Buddhist Ritual Tool: Tingsha
Tingshas are cymbals used as ritual tools in Tibetan Buddhist prayers and ceremonies. Tied to the two ends of a cord, they produce a pure, high-pitched sound when struck. Uniquely, the tone that emanates from them is an extremely long one. The name “tingsha” is derived from two syllables in Tibetan – “ting” is the sound produced by the metal and “sha” means “hanging”.
Tingshas were traditionally handcrafted, using the Tibetan sand-casting technique. Artisans used fine-grained, wet sand to create two moulds which they baked repeatedly over charcoal. Molten bell-metal, made of a tin and copper alloy would be poured into the moulds once they were ready. Finally, the artisan would hammer around the thick periphery of the tingshas, ensuring that each pair had an identical pitch. From selecting pure raw materials to skillful tuning, the ancient process of making tingshas was a devoted and painstaking endeavor. Modern techniques have considerably lowered the production complexities of tingshas.

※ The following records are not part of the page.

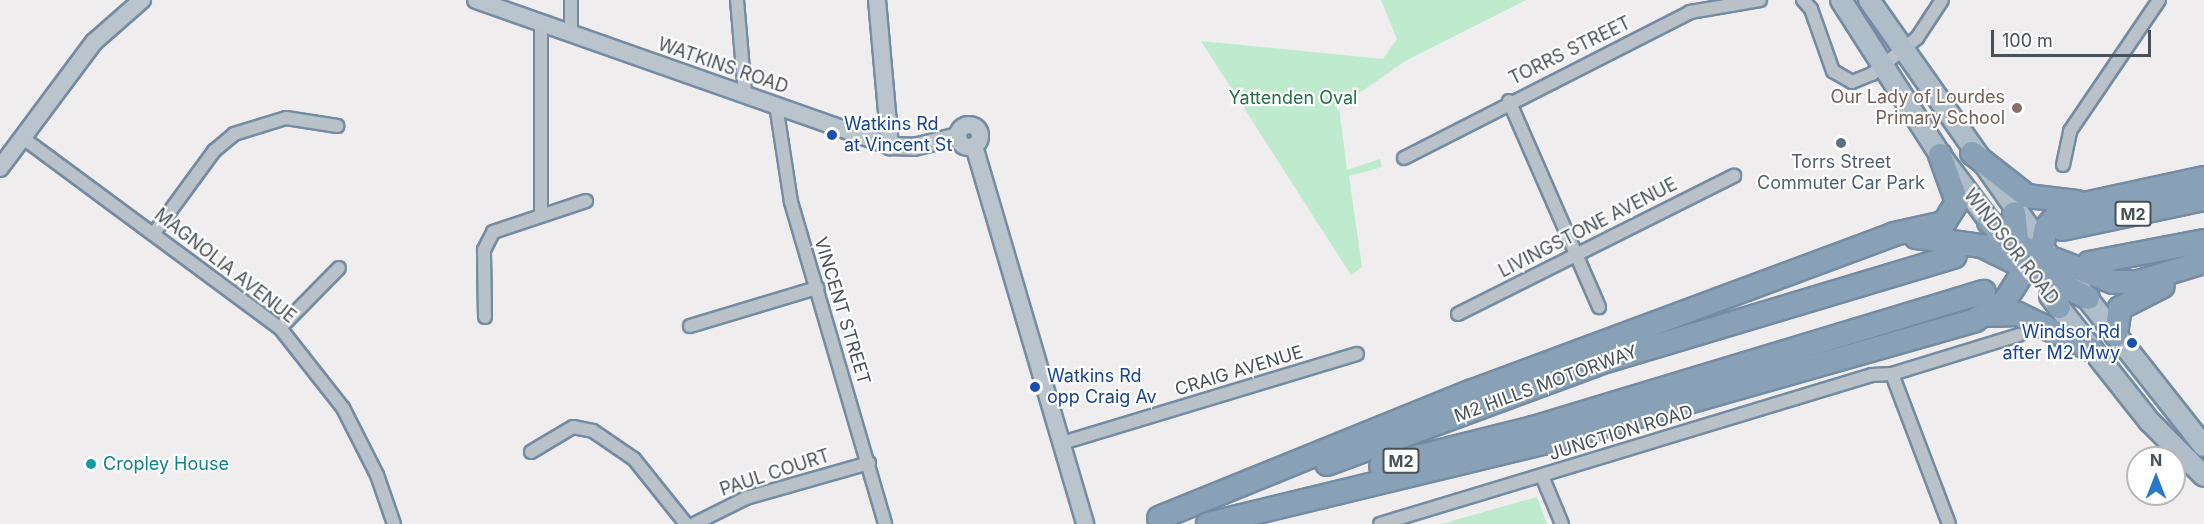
<!DOCTYPE html>
<html>
<head>
<meta charset="utf-8">
<style>
	body { margin:0 }
	#map { position:relative; width:2204px; height:524px; overflow:hidden; background:#efeded; font-family:Inter,sans-serif }
	div>[style] { position:absolute }
	.green>* { inset:0; background:#beeacd }
	.roads { filter:drop-shadow(2px 0 #748ca3) drop-shadow(-2px 0 #748ca3) drop-shadow(0 2px #748ca3) drop-shadow(0 -2px #748ca3) }
	.street>* { height:12px; margin:-6px; padding:0 6px; transform-origin:6px; border-radius:6px; background:#b9c2c8 }
	.secondary>* { height:16px; margin:-8px; padding:0 8px; transform-origin:8px; border-radius:8px; background:#bac4cd }
	.secondary>.ring { margin:-8px; padding:0; box-sizing:content-box; background:none; border:16px solid #bac4cd; border-radius:50% }
	.primary>* { height:20px; margin:-10px; padding:0 10px; transform-origin:10px; border-radius:10px; background:#afbdc9 }
	.highway>* { height:22px; margin:-11px; padding:0 11px; transform-origin:11px; border-radius:11px; background:#89a1b7 }
	.dots>* { width:16px; height:16px; translate:-50% -50%; box-sizing:border-box; border:3px solid #fff; border-radius:50% }
	span { translate:-50% -50%; white-space:nowrap; text-align:center; line-height:1.15; -webkit-text-stroke:4.5px #fff; paint-order:stroke }
	.shield-label span { padding:2px 4px; background:#fff; border:2px solid; border-radius:4px; -webkit-text-stroke-width:0 }
	.shield-label { font-size:16px; color:#475158; font-weight:700 }
	.street-label { font-size:18px; color:#475158 }
	.park-label { font-size:18px; color:#1f7245 }
	.education-label { font-size:18px; color:#785e54 }
	.right { translate:-100% -50%; text-align:right }
	.transit-label { font-size:18px; color:#164399 }
	.left { translate:0 -50%; text-align:left }
	.service-label { font-size:18px; color:#4e5e75 }
	.culture-label { font-size:18px; color:#0d838f }
	.north { position:absolute; left:2126px; top:446px; width:60px; height:60px; box-sizing:border-box; background:#fff; border:2px solid #b5b9bc; border-radius:50%; rotate:0deg; font-size:16px; font-weight:700; line-height:24px; text-align:center; color:#475158 }
	.north::after { content:''; display:block; margin:auto; width:21px; height:27px; background:#2a78cc; clip-path:polygon(50% 0,100% 100%,50% 72%,0 100%) }
	.scale { position:absolute; left:1991px; top:30px; width:160px; height:27px; box-sizing:border-box; border:3px solid #475158; border-top:0; padding-left:8px; font-size:18px; line-height:21px; white-space:nowrap; color:#475158; -webkit-text-stroke:4px #fff; paint-order:stroke }
</style>
</head>
<body>
<div id="map">
	<div class="green">
		<i style="clip-path:polygon(1381px 0,1526px 0,1407px 60px,1339px 107px,1347px 170px,1380px 159px,1382px 167px,1349px 176px,1362px 267px,1351px 275px,1201px 41px,1383px 59px,1397px 39px)"></i>
		<i style="clip-path:polygon(1537px 497px,1547px 524px,1441px 524px)"></i>
	</div>
	<div class="roads">
		<div class="street">
			<i style="left:571px;top:0;width:33px;rotate:90deg"></i>
			<i style="left:737px;top:0;width:94px;rotate:85.1deg"></i>
			<i style="left:1803px;top:0;width:12px;rotate:48deg"></i>
			<i style="left:1811px;top:9px;width:66px;rotate:70.5deg"></i>
			<i style="left:1833px;top:71px;width:22px;rotate:30deg"></i>
			<i style="left:1852px;top:82px;width:22px;rotate:-22deg"></i>
			<i style="left:1872px;top:74px;width:58px;rotate:-38.7deg"></i>
			<i style="left:1917px;top:38px;width:45px;rotate:-56.7deg"></i>
			<i style="left:541px;top:23px;width:189px;rotate:90deg"></i>
			<i style="left:1509px;top:101px;width:225px;rotate:66.4deg"></i>
			<i style="left:776px;top:105px;width:98px;rotate:81.2deg"></i>
			<i style="left:791px;top:202px;width:335px;rotate:73.7deg"></i>
			<i style="left:23px;top:138px;width:320px;rotate:36.5deg"></i>
			<i style="left:280px;top:328px;width:102px;rotate:51.8deg"></i>
			<i style="left:343px;top:408px;width:75px;rotate:63.1deg"></i>
			<i style="left:377px;top:475px;width:52px;rotate:70.9deg"></i>
			<i style="left:1404px;top:158px;width:321px;rotate:-27deg"></i>
			<i style="left:1690px;top:12px;width:71px;rotate:-9.7deg"></i>
			<i style="left:2063px;top:165px;width:35px;rotate:-78deg"></i>
			<i style="left:2070px;top:131px;width:158px;rotate:-55.8deg"></i>
			<i style="left:154px;top:233px;width:102px;rotate:-53.8deg"></i>
			<i style="left:214px;top:151px;width:26px;rotate:-40deg"></i>
			<i style="left:234px;top:134px;width:54px;rotate:-17.1deg"></i>
			<i style="left:286px;top:118px;width:52px;rotate:8.9deg"></i>
			<i style="left:1458px;top:314px;width:309px;rotate:-26.6deg"></i>
			<i style="left:485px;top:317px;width:67px;rotate:-90.9deg"></i>
			<i style="left:484px;top:250px;width:20px;rotate:-63deg"></i>
			<i style="left:493px;top:232px;width:98px;rotate:-18.4deg"></i>
			<i style="left:690px;top:326px;width:133px;rotate:-16.7deg"></i>
			<i style="left:280px;top:328px;width:84px;rotate:-45.5deg"></i>
			<i style="left:1892px;top:374px;width:133px;rotate:-17.1deg"></i>
			<i style="left:1062px;top:443px;width:308px;rotate:-16.8deg"></i>
			<i style="left:531px;top:452px;width:49px;rotate:-30.8deg"></i>
			<i style="left:573px;top:427px;width:20px;rotate:11deg"></i>
			<i style="left:593px;top:431px;width:50px;rotate:34.3deg"></i>
			<i style="left:634px;top:459px;width:83px;rotate:51.3deg"></i>
			<i style="left:1542px;top:476px;width:52px;rotate:67.4deg"></i>
			<i style="left:694px;top:524px;width:58px;rotate:-26.6deg"></i>
			<i style="left:746px;top:498px;width:128px;rotate:-15.9deg"></i>
			<i style="left:1380px;top:524px;width:514px;rotate:-16.85deg"></i>
			<i style="left:1872px;top:375px;width:20px;rotate:-3deg"></i>
			<i style="left:1892px;top:374px;width:160px;rotate:69.2deg"></i>
		</div>
		<div class="secondary">
			<i style="left:476px;top:0;width:439px;rotate:19.4deg"></i>
			<i style="left:890px;top:146px;width:24px;rotate:2deg"></i>
			<i style="left:914px;top:147px;width:45px;rotate:-14deg"></i>
			<i style="left:877px;top:0;width:147px;rotate:84.9deg"></i>
			<i class="ring" style="left:958px;top:125px;width:6px;height:6px"></i>
			<i style="left:974px;top:146px;width:394px;rotate:73.6deg"></i>
			<i style="left:0;top:168px;width:157px;rotate:-53.3deg"></i>
			<i style="left:94px;top:42px;width:64px;rotate:-41.2deg"></i>
		</div>
		<div class="primary">
			<i style="left:1841px;top:0;width:184px;rotate:57.4deg"></i>
			<i style="left:1940px;top:155px;width:99px;rotate:53.2deg"></i>
			<i style="left:1869px;top:0;width:313px;rotate:54.9deg"></i>
			<i style="left:2079px;top:288px;width:201px;rotate:51.7deg"></i>
			<i style="left:2050px;top:296px;width:161px;rotate:51.6deg"></i>
			<i style="left:2150px;top:422px;width:76px;rotate:45deg"></i>
		</div>
		<div class="highway">
			<i style="left:1972px;top:153px;width:70px;rotate:38deg"></i>
			<i style="left:2027px;top:196px;width:50px;rotate:6.8deg"></i>
			<i style="left:1989px;top:222px;width:41px;rotate:37.1deg"></i>
			<i style="left:2022px;top:247px;width:97px;rotate:21deg"></i>
			<i style="left:2113px;top:282px;width:25px"></i>
			<i style="left:2138px;top:282px;width:69px;rotate:-16.9deg"></i>
			<i style="left:2062px;top:229px;width:145px;rotate:-11.9deg"></i>
			<i style="left:1916px;top:237px;width:67px;rotate:7.8deg"></i>
			<i style="left:1982px;top:246px;width:118px;rotate:26.1deg"></i>
			<i style="left:2089px;top:263px;width:117px;rotate:-10.8deg"></i>
			<i style="left:2059px;top:307px;width:57px;rotate:-108.4deg"></i>
			<i style="left:2041px;top:253px;width:25px;rotate:-79deg"></i>
			<i style="left:2046px;top:228px;width:17px;rotate:-50deg"></i>
			<i style="left:2057px;top:215px;width:20px;rotate:-27deg"></i>
			<i style="left:2075px;top:206px;width:132px;rotate:-12.2deg"></i>
			<i style="left:1989px;top:315px;width:29px;rotate:-2deg"></i>
			<i style="left:2018px;top:314px;width:82px;rotate:25.9deg"></i>
			<i style="left:2116px;top:335px;width:27px;rotate:-82deg"></i>
			<i style="left:2120px;top:308px;width:48px;rotate:-27.1deg"></i>
			<i style="left:1327px;top:464px;width:297px;rotate:-20.3deg"></i>
			<i style="left:1606px;top:361px;width:364px;rotate:-16.7deg"></i>
			<i style="left:1381px;top:466px;width:157px;rotate:-14deg"></i>
			<i style="left:1533px;top:428px;width:471px;rotate:-16.8deg"></i>
			<i style="left:1159px;top:518px;width:336px;rotate:-22.1deg"></i>
			<i style="left:1470px;top:392px;width:452px;rotate:-20.4deg"></i>
			<i style="left:1894px;top:234px;width:51px;rotate:-12.4deg"></i>
			<i style="left:1944px;top:223px;width:25px;rotate:-58deg"></i>
			<i style="left:1957px;top:202px;width:50px;rotate:-109.9deg"></i>
			<i style="left:1208px;top:524px;width:350px;rotate:-13.6deg"></i>
			<i style="left:1548px;top:442px;width:444px;rotate:-15.9deg"></i>
			<i style="left:1975px;top:320px;width:36px;rotate:-32deg"></i>
			<i style="left:2005px;top:301px;width:31px;rotate:-58deg"></i>
			<i style="left:2021px;top:275px;width:62px;rotate:-96.4deg"></i>
		</div>
	</div>
	<div class="dots">
		<i style="left:2017px;top:108px;background:#8d6e63"></i>
		<i style="left:832px;top:135px;background:#1a4fb4"></i>
		<i style="left:1841px;top:143px;background:#5c6f8a"></i>
		<i style="left:2132px;top:343px;background:#1a4fb4"></i>
		<i style="left:1035px;top:387px;background:#1a4fb4"></i>
		<i style="left:91px;top:464px;background:#0f9aa8"></i>
	</div>
	<div class="shield-label">
		<span style="left:2133px;top:214px">M2</span>
		<span style="left:1401px;top:461px">M2</span>
	</div>
	<div class="street-label">
		<span style="left:1570px;top:51px;rotate:-26deg">TORRS STREET</span>
		<span style="left:723px;top:66px;rotate:19deg">WATKINS ROAD</span>
		<span style="left:1588px;top:228px;rotate:-27deg">LIVINGSTONE AVENUE</span>
		<span style="left:2011px;top:247px;rotate:52deg">WINDSOR ROAD</span>
		<span style="left:225px;top:266px;rotate:38deg">MAGNOLIA AVENUE</span>
		<span style="left:842px;top:311px;rotate:73deg">VINCENT STREET</span>
		<span style="left:1239px;top:371px;rotate:-17deg">CRAIG AVENUE</span>
		<span style="left:1546px;top:384px;rotate:-20deg">M2 HILLS MOTORWAY</span>
		<span style="left:1621px;top:433px;rotate:-17deg">JUNCTION ROAD</span>
		<span style="left:775px;top:473px;rotate:-18deg">PAUL COURT</span>
	</div>
	<div class="park-label">
		<span style="left:1293px;top:98px">Yattenden Oval</span>
	</div>
	<div class="education-label">
		<span class="right" style="left:2005px;top:108px">Our Lady of Lourdes<br>Primary School</span>
	</div>
	<div class="transit-label">
		<span class="left" style="left:844px;top:135px">Watkins Rd<br>at Vincent St</span>
		<span class="right" style="left:2120px;top:343px">Windsor Rd<br>after M2 Mwy</span>
		<span class="left" style="left:1047px;top:387px">Watkins Rd<br>opp Craig Av</span>
	</div>
	<div class="service-label">
		<span style="left:1841px;top:173px">Torrs Street<br>Commuter Car Park</span>
	</div>
	<div class="culture-label">
		<span class="left" style="left:103px;top:464px">Cropley House</span>
	</div>
	<div class="north">N</div>
	<div class="scale">100 m</div>
</div>
</body>
</html>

Tingshas are used during specific rituals such as those in which food offerings or guidance prayers are made to “hungry ghosts.” This derives from the Hindu tradition of ancestor worship. The cymbals are also used for meditation. Their sound is said to cleanse the spirit, clearing the mind of all thoughts during meditation and paving the way for a post-meditation state of great mental clarity.